• [Exercise instructions]: Copy every line from the data below in which the string "lines" can be found.

• [Given data]:
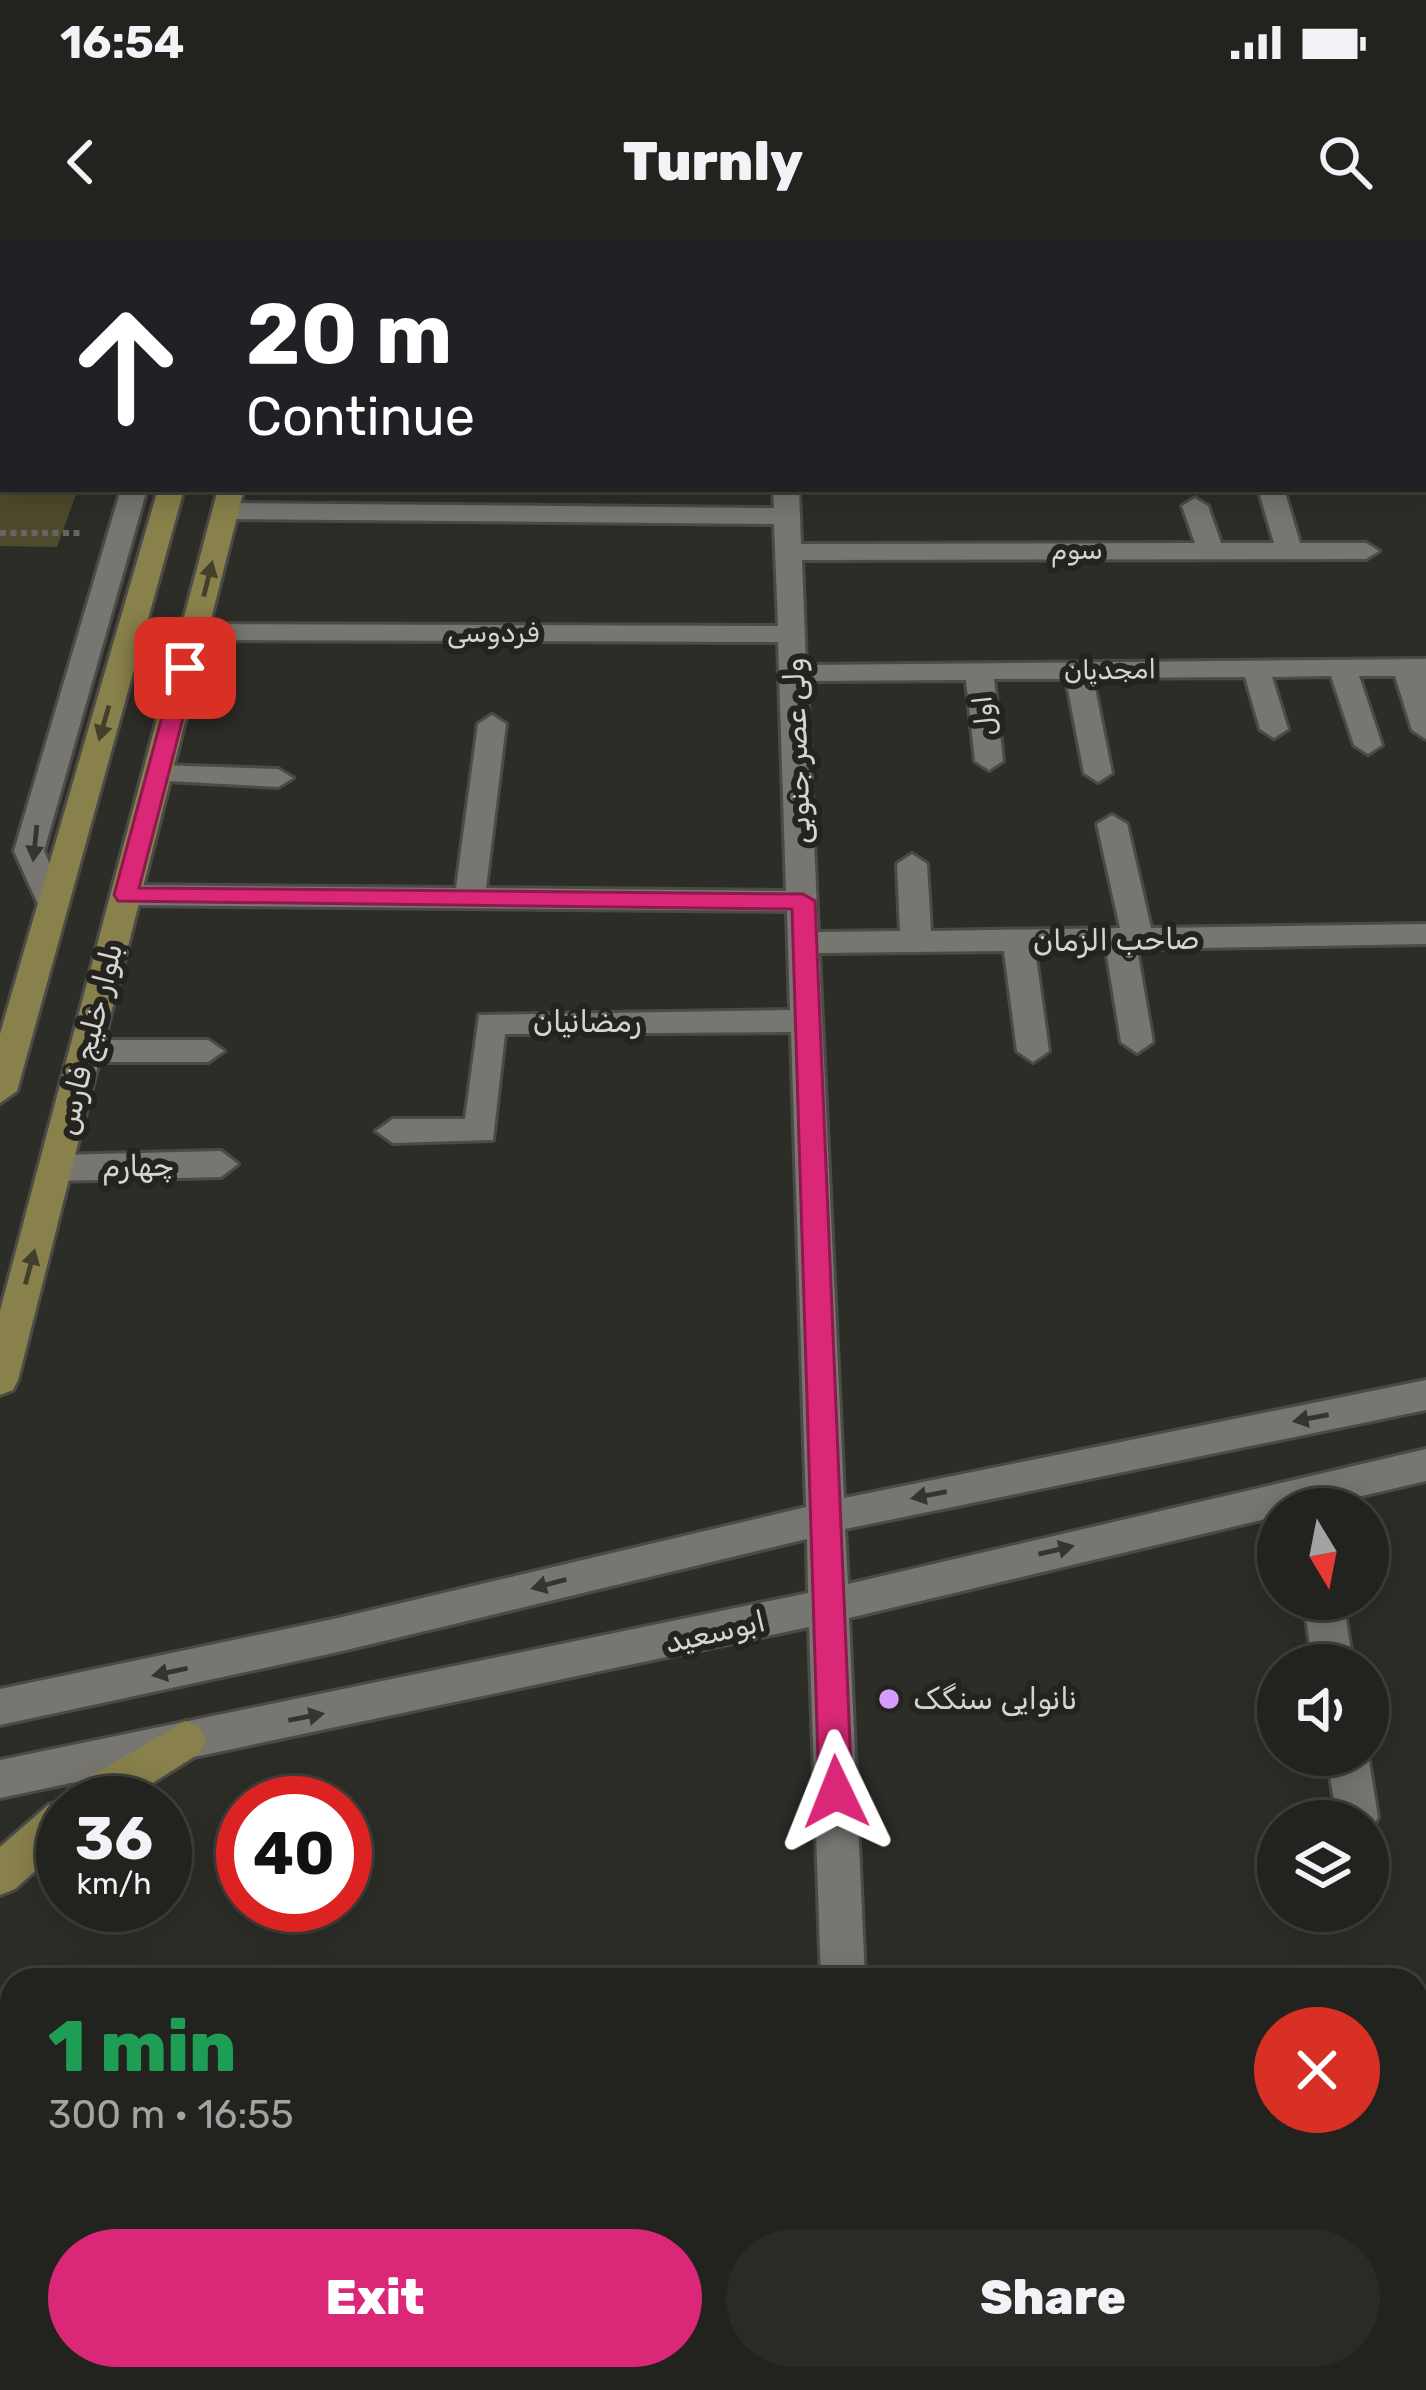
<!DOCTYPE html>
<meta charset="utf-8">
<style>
:root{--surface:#22221e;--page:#2a2a27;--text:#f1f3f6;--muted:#a2a4a4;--line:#3f3f3c;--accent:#db2777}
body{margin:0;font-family:Rubik,"Noto Sans Arabic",sans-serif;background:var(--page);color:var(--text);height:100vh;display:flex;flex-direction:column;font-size:45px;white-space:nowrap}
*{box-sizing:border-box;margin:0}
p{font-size:39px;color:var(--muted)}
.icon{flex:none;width:66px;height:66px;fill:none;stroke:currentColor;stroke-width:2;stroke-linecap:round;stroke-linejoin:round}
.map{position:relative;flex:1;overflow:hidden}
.details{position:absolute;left:0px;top:1728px;width:1428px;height:423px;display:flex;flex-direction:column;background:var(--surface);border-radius:36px 36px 0 0;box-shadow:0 6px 30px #0003,0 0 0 3px var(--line)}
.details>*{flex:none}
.banner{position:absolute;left:0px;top:0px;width:1428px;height:252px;box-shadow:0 6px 30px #0003,0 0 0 3px var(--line);background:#202124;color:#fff;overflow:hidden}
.needle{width:78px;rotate:170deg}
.controls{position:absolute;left:1257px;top:1248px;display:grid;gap:24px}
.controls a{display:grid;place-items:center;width:132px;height:132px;border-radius:50%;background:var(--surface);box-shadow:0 6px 30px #0003,0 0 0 3px var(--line);font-size:60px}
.speed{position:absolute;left:36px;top:1536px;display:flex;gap:24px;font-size:60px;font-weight:700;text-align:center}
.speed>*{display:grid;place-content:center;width:156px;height:156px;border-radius:50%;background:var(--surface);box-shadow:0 6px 30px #0003,0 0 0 3px var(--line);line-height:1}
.speed small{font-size:30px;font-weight:400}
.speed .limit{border:18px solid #d22;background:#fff;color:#111}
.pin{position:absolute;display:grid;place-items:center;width:102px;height:102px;color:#fff;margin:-51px;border-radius:24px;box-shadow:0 6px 18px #0006}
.me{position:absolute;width:132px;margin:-66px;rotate:358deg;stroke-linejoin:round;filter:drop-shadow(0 0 9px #0008)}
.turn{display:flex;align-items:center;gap:42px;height:252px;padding:0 48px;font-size:54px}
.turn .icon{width:156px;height:156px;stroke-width:2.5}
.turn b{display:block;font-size:84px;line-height:102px}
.round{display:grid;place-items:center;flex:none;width:126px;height:126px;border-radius:63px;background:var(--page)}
.summary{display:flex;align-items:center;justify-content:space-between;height:204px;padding:0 48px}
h1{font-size:72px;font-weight:800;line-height:90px;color:#1e9e55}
.primary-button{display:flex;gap:24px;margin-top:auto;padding:24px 48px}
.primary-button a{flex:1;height:138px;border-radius:72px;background:var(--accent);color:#fff;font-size:48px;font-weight:800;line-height:138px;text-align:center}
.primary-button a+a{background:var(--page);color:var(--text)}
.status{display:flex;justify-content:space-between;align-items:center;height:84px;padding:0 60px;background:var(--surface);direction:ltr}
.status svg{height:33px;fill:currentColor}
header{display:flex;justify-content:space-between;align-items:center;height:156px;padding:0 48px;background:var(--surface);font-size:54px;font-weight:800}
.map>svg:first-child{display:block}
.green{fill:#4f4a2c}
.building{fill:#4a4a45;stroke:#8e8d87;stroke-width:3}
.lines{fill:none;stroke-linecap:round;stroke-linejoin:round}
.minor-casing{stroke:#4b4a47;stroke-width:6}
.major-casing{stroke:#4b4a47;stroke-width:6}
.path{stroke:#656561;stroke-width:6;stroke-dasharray:6 4.5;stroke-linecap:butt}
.minor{fill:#777671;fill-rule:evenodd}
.major{fill:#89814b;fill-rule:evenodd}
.oneway{fill:#423f2c}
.oneway2{fill:#35342f}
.route{fill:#db2777;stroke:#8e194d;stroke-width:3}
.poi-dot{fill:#d59cfb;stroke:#24231f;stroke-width:4.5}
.labels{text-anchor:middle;stroke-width:12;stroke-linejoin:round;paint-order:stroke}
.far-street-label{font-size:27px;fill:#d4d4d1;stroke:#24231f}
.street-label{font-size:30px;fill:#d4d4d1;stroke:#24231f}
.poi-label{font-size:30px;fill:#d4d4d1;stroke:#24231f;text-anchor:start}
</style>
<div class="status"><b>16:54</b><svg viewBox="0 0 49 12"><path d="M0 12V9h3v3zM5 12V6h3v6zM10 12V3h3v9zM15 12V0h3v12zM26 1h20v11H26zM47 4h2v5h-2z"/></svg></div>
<header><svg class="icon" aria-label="back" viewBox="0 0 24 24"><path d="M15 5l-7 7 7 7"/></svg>Turnly<svg class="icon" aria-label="search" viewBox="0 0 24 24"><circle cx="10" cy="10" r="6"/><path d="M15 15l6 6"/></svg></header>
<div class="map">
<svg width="1426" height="2150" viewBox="0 0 1426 2150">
<rect width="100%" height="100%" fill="#2d2d28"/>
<path class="green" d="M0 74 3 249H78L57 307 0 306Z"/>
<g class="building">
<rect x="316" y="0" width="443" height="3"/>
<rect x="0" y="1891" width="12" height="148"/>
</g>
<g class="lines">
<defs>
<g id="minor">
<path d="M1235 0H1257L1258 3H1236Z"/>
<rect x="0" y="33" width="3" height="14"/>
<rect x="1425" y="118" width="1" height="14"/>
<rect x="1425" y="200" width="1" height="14"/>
<path d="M121 249H147L44 611 67 662 52 672 37 662 14 611Z"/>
<path d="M773 249H799L801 304 1195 303 1182 266 1195 258 1208 266 1221 303H1274L1258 249H1284L1300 303H1366L1379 311 1366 319 802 320 806 425 1426 419V499L1412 490 1395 436H1359L1382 505 1368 514 1354 505 1331 436 1272 437 1288 489 1274 498 1260 489 1245 437 1093 438 1112 533 1098 542 1084 533 1066 439H994L1003 521 989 530 975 521 966 440 807 441 818 692 900 691 897 624 912 614 927 624 931 691 1120 688 1097 584 1112 575 1127 584 1151 688 1426 684V704L1137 709 1153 802 1137 813 1121 802 1106 709 1035 710 1049 811 1033 822 1017 811 1004 711 819 713 844 1258 1426 1140V1170L845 1289 848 1344 1426 1209V1241L1306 1269H1278V1276L849 1378 865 1740H821L809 1387 0 1558V1520L808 1353 807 1299 338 1412 0 1485V1449L338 1378 806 1267 791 792 505 794 493 900 393 903 376 891 393 879H465L479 775 790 770 787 671 126 665 111 655 126 645 456 648 478 484 492 475 506 484 486 648 786 651 778 402 194 400 180 392 194 384 778 386 774 284 226 279 213 271 226 263 774 268Z"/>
<path d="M158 525 278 529 293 538 278 547 148 540 144 534Z"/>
<path d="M85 800H208L224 811 208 822H85L69 811Z"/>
<path d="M221 911 238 924 221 937 55 941 38 928 55 915Z"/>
<path d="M1303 1359H1343L1353 1425H1313Z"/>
<path d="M1326 1515H1368L1378 1577 1372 1591 1368 1592V1581H1338Z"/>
<rect x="1416" y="1906" width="10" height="48"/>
<rect x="835" y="2139" width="50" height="11"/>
</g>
<g id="major">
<path d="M158 249H184L17 851 0 863V794Z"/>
<path d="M218 249H244L18 1140 13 1150 0 1155V1071Z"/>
<path d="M185 1481 200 1487 206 1500 200 1513 121 1563H63V1606L15 1649 0 1655V1607L48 1565 64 1560 69 1549Z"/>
</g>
</defs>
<use href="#minor" class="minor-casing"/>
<use href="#major" class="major-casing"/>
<g class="path">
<path d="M0 228 3 221"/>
<path d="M0 293H82"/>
</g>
<use href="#minor" class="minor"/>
<use href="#major" class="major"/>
</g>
<defs><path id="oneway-solid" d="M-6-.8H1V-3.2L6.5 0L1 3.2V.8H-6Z" transform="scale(3)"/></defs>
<g class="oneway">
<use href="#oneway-solid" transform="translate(208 339) rotate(-76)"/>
<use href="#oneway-solid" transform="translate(104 483) rotate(106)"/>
<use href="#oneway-solid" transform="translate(30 1027) rotate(-75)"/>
</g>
<g class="oneway2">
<use href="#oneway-solid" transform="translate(35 603) rotate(96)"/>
<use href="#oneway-solid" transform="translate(1311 1178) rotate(169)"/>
<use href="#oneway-solid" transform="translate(929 1255) rotate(169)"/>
<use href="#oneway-solid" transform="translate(1056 1310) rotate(-13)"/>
<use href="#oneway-solid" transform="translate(549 1344) rotate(165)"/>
<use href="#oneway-solid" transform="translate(170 1432) rotate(168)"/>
<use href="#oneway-solid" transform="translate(306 1477) rotate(-11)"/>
</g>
<path class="route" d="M185 422 196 428 139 648 803 654 815 661 852 1552 847 1563 836 1567 824 1563 819 1552 792 669 118 661 114 655 175 428Z"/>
<circle class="poi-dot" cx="889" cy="1459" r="12"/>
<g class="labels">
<g class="far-street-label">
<text x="1077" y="319">سوم</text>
<text x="493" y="402">فردوسی</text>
<text transform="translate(1110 430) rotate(-1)" y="9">امجدیان</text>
<text transform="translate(984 476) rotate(-96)" y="9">اول</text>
</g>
<g class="street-label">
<text transform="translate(797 511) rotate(-92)" y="10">ولی عصر جنوبی</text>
<text transform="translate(1116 700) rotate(-1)" y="10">صاحب الزمان</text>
<text x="587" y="792">رمضانیان</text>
<text transform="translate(89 799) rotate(-76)" y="10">بلوار خلیج فارس</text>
<text transform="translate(138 926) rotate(-1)" y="10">چهارم</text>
<text transform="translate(715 1392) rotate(-13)" y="10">ابوسعید</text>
</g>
<g class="poi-label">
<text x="913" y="1469">نانوایی سنگک</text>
</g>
</g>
</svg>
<div class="controls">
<a><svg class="needle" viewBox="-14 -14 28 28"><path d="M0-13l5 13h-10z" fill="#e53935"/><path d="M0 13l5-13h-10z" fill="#a2a4a4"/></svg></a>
<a><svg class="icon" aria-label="sound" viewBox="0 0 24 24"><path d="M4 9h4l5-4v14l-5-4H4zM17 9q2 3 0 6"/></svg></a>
<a><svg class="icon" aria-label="layers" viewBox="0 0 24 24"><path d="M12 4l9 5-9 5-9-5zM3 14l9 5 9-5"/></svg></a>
</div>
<div class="speed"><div>36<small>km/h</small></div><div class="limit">40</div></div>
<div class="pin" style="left:185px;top:428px;background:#d93025"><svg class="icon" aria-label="arrive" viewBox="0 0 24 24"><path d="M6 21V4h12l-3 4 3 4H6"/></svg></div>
<svg class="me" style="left:836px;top:1552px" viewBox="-20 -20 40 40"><path d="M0-17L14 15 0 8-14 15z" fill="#db2777" stroke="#fff" stroke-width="4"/></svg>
<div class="banner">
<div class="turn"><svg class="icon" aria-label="ahead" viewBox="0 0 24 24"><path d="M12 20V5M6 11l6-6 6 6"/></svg><div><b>20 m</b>Continue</div></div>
</div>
<section class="details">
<div class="summary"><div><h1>1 min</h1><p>300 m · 16:55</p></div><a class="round" style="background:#d93025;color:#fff"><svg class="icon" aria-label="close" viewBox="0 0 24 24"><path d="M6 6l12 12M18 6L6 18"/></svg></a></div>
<div class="primary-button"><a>Exit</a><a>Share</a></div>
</section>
</div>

• [Answer to the problem]:
.lines{fill:none;stroke-linecap:round;stroke-linejoin:round}
<g class="lines">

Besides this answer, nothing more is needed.